Il giorno dopo le feste ci sono sempre due scuole di pensiero.
La prima: “da oggi solo aria, tisane e pentimento”.
La seconda, decisamente più adulta: tornare a una routine normale senza trattare il proprio corpo come se avesse commesso un reato fiscale.

Ed è la seconda la strada sensata. Perché dopo pranzi lunghi, dolci, brindisi, sonno sballato e orari un po’ anarchici, quello che serve non è un mini-ritiro punitivo. Serve equilibrio. Quello vero, non quello da post motivazionale con la font beige. L’equilibrio alimentare non si gioca nel singolo pasto, ma nell’arco della giornata o persino della settimana.

Rimetti i pasti in orario, non in castigo

La tentazione del giorno dopo è sempre la stessa: saltare la colazione, tirare fino alle 15 con un caffè triste e poi arrivare a cena con la fame di un animale mitologico. Idea pessima, anche se molto scenografica. Il modo più furbo per rimettersi in asse è tornare a pasti regolari, semplici e completi, senza “compensazioni” teatrali. Costruire la giornata su carboidrati ricchi di fibra, frutta e verdura, fonti proteiche e latticini o alternative, ricordando appunto che il bilanciamento si guarda nel complesso del giorno o della settimana, non con l’ossessione del singolo piatto.

Tradotto in lingua umana:
Colazione normale, pranzo normale, cena normale. Magari un filo più sobri, ma non tristi. Un esempio semplice? Yogurt e frutta al mattino, un pranzo con cereali, verdure e proteine, e una cena leggera ma vera. Non serve espiare la fetta di pastiera come se fossi finita in un romanzo russo.
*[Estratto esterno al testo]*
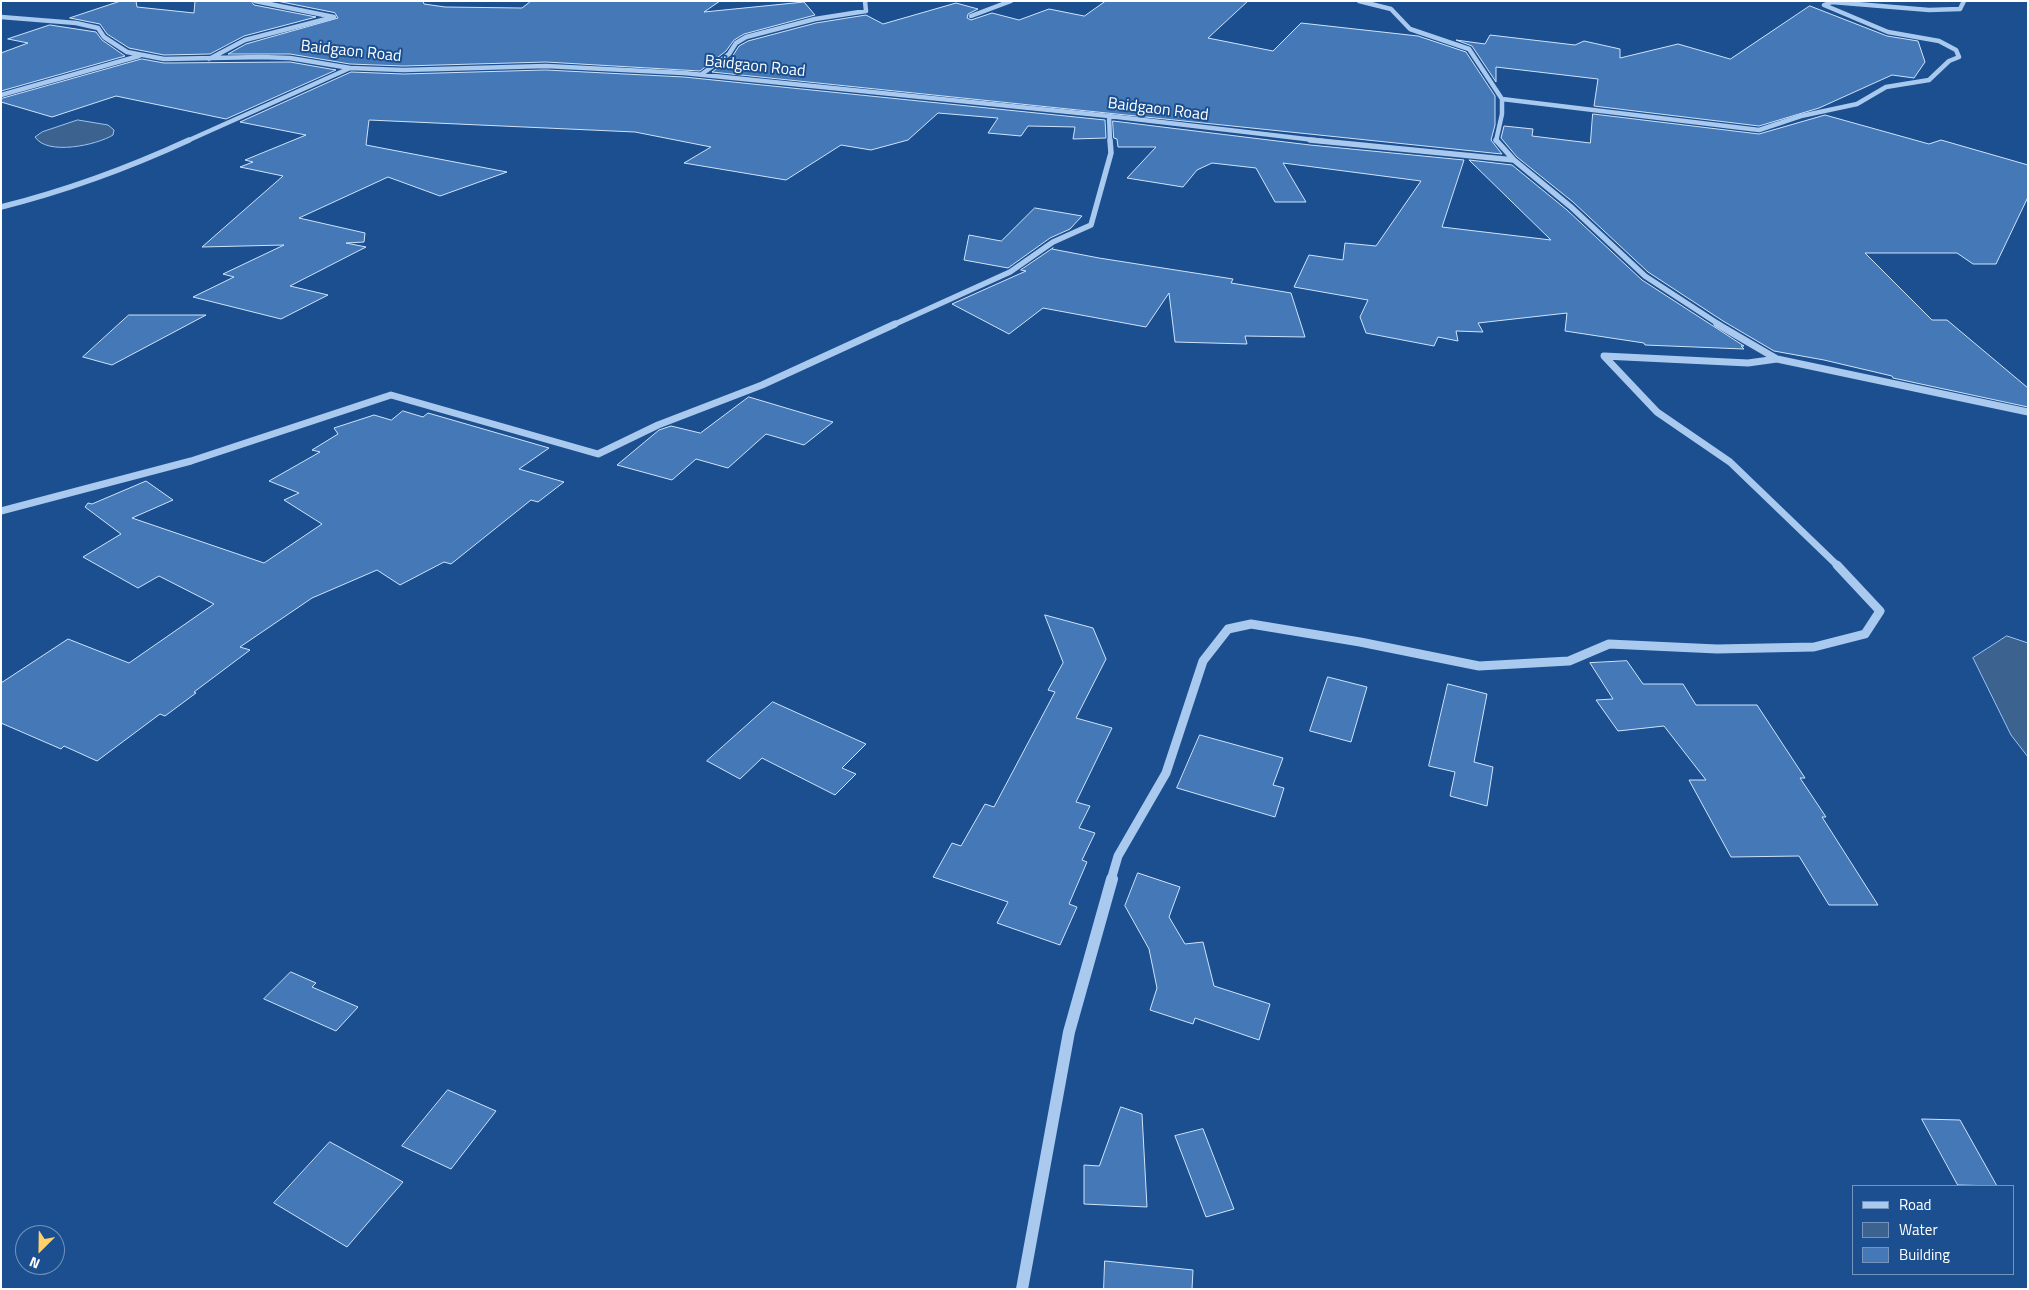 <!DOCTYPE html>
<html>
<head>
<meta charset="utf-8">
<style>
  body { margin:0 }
  #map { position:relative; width:2029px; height:1290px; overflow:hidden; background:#1b4f8f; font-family:"Titillium Web",sans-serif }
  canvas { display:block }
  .frame { position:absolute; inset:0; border:2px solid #fff; pointer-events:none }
  .legend { position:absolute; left:1852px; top:1185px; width:162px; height:90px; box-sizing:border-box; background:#1b4f8f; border:1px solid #7695bc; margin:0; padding:6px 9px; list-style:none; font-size:15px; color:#fff }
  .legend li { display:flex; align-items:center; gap:10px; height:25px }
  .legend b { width:25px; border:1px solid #7695bc }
  .north { position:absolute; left:15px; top:1225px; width:50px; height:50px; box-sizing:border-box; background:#1b4f8f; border:1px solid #7695bc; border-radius:50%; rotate:203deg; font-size:14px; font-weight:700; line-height:20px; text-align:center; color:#fff }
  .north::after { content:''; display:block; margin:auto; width:18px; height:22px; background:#ffd166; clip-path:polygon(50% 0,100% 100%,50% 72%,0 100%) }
</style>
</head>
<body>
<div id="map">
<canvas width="2029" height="1290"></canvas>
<div class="frame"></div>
<ul class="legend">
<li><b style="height:6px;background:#a9c9ee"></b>Road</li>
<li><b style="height:14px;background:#3c6290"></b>Water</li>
<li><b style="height:14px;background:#4478b7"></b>Building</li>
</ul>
<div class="north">N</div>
</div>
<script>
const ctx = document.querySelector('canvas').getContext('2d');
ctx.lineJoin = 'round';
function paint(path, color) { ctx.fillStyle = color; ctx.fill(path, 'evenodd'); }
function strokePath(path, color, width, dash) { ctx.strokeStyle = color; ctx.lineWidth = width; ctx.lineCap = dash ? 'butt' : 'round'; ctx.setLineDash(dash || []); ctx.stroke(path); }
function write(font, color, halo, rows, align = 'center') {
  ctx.font = font + ' "Titillium Web",sans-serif'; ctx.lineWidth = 4; ctx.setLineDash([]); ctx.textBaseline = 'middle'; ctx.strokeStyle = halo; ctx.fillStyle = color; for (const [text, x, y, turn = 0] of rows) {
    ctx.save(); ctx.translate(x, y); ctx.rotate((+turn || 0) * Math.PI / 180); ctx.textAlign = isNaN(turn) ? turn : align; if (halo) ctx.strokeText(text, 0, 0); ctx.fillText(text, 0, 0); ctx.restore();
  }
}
const water = new Path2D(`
  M78 120 108 125 114 130 113 135C97 145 47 156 35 137L42 132Z
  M2007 636 2028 643V757L2011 735 1973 658Z`);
const building = new Path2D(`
  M121 1H136L137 7 194 13 195 1H251L254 5 316 17 244 36 210 54 164 55 129 48 107 34 100 24 70 18Z
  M277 1H423L424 4 445 7 522 8 531 1H720L704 12 804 2 815 15 744 34 734 40 726 51 700 71 546 62 403 66 350 64 290 54H228L246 44 338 18 335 13Z
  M1106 1H1248L1208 38 1273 51 1301 23 1418 36 1466 52 1495 96V125L1491 140 1502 154 712 72 732 57 739 46 748 41 816 23 866 15 883 24 956 3 978 9 968 14 967 18 971 20 992 13 1019 20 1049 9 1084 16Z
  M1810 6 1887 36 1918 41 1925 62 1914 78 1892 75 1819 108 1759 126 1594 106 1598 79 1496 67V82L1472 46 1456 40 1485 44 1490 35 1575 45 1584 41 1620 49V58L1678 44 1730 59Z
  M50 25 96 32 102 40 125 56 1 91V53L28 43 8 39Z
  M142 59 164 63 290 62 336 70 226 119 116 96 52 117 1 102V99Z
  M546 70 684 77 1105 120 1106 138 1073 139 1075 127 1028 126 1021 136 988 133 998 118 938 113 908 140 871 150 841 145 786 180 684 163 711 147 635 132 369 120 366 145 507 172 440 196 388 177 299 218 365 233 364 242 346 243 366 247 290 286 328 295 281 319 193 297 234 277 223 274 284 245 202 247 283 176 240 167 253 162 245 160 306 135 240 122 351 72 403 74Z
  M1593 114 1759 134 1825 115 1929 144 1941 140 2028 165V197L1996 264H1973L1957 253H1865L1932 320H1947L2028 388V407L1893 378 1892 376 1824 360 1774 351 1723 321 1648 272 1573 202 1517 157 1501 138 1504 126 1533 129 1532 136 1590 143Z
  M1113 121 1310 145 1464 160 1442 227 1551 240 1469 160 1512 165 1567 210 1642 280 1744 346H1741L1744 349 1645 345 1644 343 1565 331 1567 313 1478 323 1483 332 1456 331 1458 341 1438 337 1434 346 1366 333 1360 317 1368 300 1294 287 1309 255 1343 260 1345 243 1376 246 1421 181 1283 163 1306 202H1275L1256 168 1212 163 1197 170 1183 187 1127 178 1156 147H1118L1117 139 1114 138Z
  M1035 208 1082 216 1070 229 1050 238 1008 268 964 260 969 235 1001 241Z
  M1053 248 1052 249 1099 258 1233 279 1231 283 1291 293 1305 337 1245 336 1247 344 1175 342 1169 293 1146 327 1043 308 1009 334 952 304 1026 271 1021 270Z
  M129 315H206L112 365 83 357Z
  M749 397 833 422 804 445 766 434 728 468 696 459 672 480 617 465 659 430 671 426 700 433Z
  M403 411 423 417 428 413 549 448 519 469 564 482 538 502 531 500 451 564 444 562 400 585 377 570 312 598 240 647 250 650 194 692 196 693 165 716 160 714 97 761 64 746 61 749 1 723V683L68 639 129 663 214 604 159 576 138 588 83 557 121 534 85 507 88 503 92 504 146 481 173 500 132 518 264 563 322 524 284 500 299 493 269 481 320 452 312 450 338 434 334 428 374 415 391 420Z
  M1045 615 1093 628 1106 659 1076 718 1112 728 1076 802 1090 806 1079 828 1095 833 1082 860 1087 862 1069 904 1077 907 1060 945 997 923 1008 902 933 877 952 843 961 846 985 804 994 807 1055 692 1048 690 1063 663Z
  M1627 661 1643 684H1683L1696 705H1757L1805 778H1800L1826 817H1822L1878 905H1829L1799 856 1731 857 1689 780H1706L1664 726 1618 731 1596 700 1613 699 1590 663Z
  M1328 677 1367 687 1351 742 1310 731Z
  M1448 684 1487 694 1474 762 1493 767 1487 806 1450 796 1455 772 1429 766Z
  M773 702 866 744 842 768 856 774 835 795 762 758 740 779 707 761Z
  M1200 735 1283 758 1273 785 1284 788 1275 817 1177 788Z
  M1138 873 1180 887 1169 917 1185 944 1203 942 1214 986 1270 1004 1259 1040 1195 1018 1193 1024 1150 1010 1157 988 1149 949 1125 906Z
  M291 972 316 983 312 987 358 1007 336 1031 264 999Z
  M448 1090 496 1111 451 1169 402 1146Z
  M1121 1107 1142 1114 1147 1207 1084 1204V1165L1099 1166Z
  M1922 1119 1960 1120 1997 1186 1958 1185Z
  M1203 1129 1234 1209 1206 1217 1175 1136Z
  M330 1142 403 1182 347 1247 274 1203Z
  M1105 1261 1193 1270 1192 1289H1104Z`);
const minorFar4 = new Path2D(`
  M1359 1 1391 9 1410 29 1469 49 1502 99
  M971 16 1011 1
  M1 17 76 23 98 28 104 37 127 52 164 59 261 57 290 58 350 68 403 70 546 66 684 73 1109 116 1323 141
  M209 59 245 40 334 17 255 1
  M702 74 729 54 736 43 746 37 815 19 866 11 865 1
  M1 95 139 56
  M1109 116 1110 141
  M187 141 350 68
  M1496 141 1502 114V99L1759 130 1801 116 1857 104 1886 87 1929 80 1949 61 1959 57 1956 50 1939 41 1888 32 1824 5 1832 2 1929 10 1960 9 1964 1`);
const minorFar3 = new Path2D(`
  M1310 140 1514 160
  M1496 140 1514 160 1570 206 1645 276 1720 325
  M1 207C69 190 126 169 189 140
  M893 325 1010 272 1053 242 1091 225 1111 153 1110 140`);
const minorFar2 = new Path2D(`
  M1717 324 1777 359 2028 412
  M1777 359 1748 363 1604 356 1657 412 1730 462 1838 566
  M1 511 191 461 391 395 598 454 658 425 762 385 895 324`);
const minorFar1 = new Path2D(`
  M1111 880 1118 856 1166 773 1203 661 1228 629 1251 624 1360 642 1479 666 1569 661 1609 644 1717 649 1814 647 1865 634 1880 611 1837 565`);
const minor = new Path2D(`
  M1022 1289 1069 1032 1112 879`);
const farStreetnames = [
  ["Baidgaon Road",351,52,6],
  ["Baidgaon Road",755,67,6],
  ["Baidgaon Road",1158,110,7]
];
paint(water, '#3c6290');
strokePath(water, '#9cc4f0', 1);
paint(building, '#4478b7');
strokePath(building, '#cfe3fa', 1);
strokePath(minorFar4, '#a9c9ee', 4.5);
strokePath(minorFar3, '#a9c9ee', 5.5);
strokePath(minorFar2, '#a9c9ee', 7);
strokePath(minorFar1, '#a9c9ee', 9);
strokePath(minor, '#a9c9ee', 12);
write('16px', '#fff', '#1b4f8f', farStreetnames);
</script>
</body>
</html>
Idratazione: bevi durante il giorno, non tutto insieme alle 22:40

Dopo le feste ci si accorge spesso di aver bevuto più brindisi che acqua. E il corpo, da questa brillante trovata sociale, non esce sempre entusiasta. Gli esperti consigliano di bere regolarmente durante la giornata; come regola pratica, parlano spesso di 6-8 bicchieri al giorno e ricordano che un buon segnale è avere urine di colore chiaro/pallido. Inoltre, se hai sudato, hai camminato molto o hai bevuto alcol, può servire qualche liquido in più.

La cosa importante è non farne una gara: acqua sul comodino, bicchiere a colazione, acqua durante i pasti, una bottiglia a portata di mano mentre lavori o giri per casa. Fine. Niente performance da cammello redento.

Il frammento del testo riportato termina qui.